The records that follow must be reproduced in full, exactly as written.

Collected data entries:

----------

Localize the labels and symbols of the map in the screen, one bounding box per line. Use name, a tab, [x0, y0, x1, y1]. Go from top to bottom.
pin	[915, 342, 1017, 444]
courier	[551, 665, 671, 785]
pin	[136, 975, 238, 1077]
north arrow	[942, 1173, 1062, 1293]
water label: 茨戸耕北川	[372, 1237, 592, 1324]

----------

● SOLUTION FOR THIS EXERCISE
Localize the labels and symbols of the map in the screen, one bounding box per line. Use name, a tab, [x0, y0, x1, y1]. Go from top to bottom.
pin	[915, 342, 1017, 444]
courier	[551, 665, 671, 785]
pin	[136, 975, 238, 1077]
north arrow	[942, 1173, 1062, 1293]
water label: 茨戸耕北川	[372, 1237, 592, 1324]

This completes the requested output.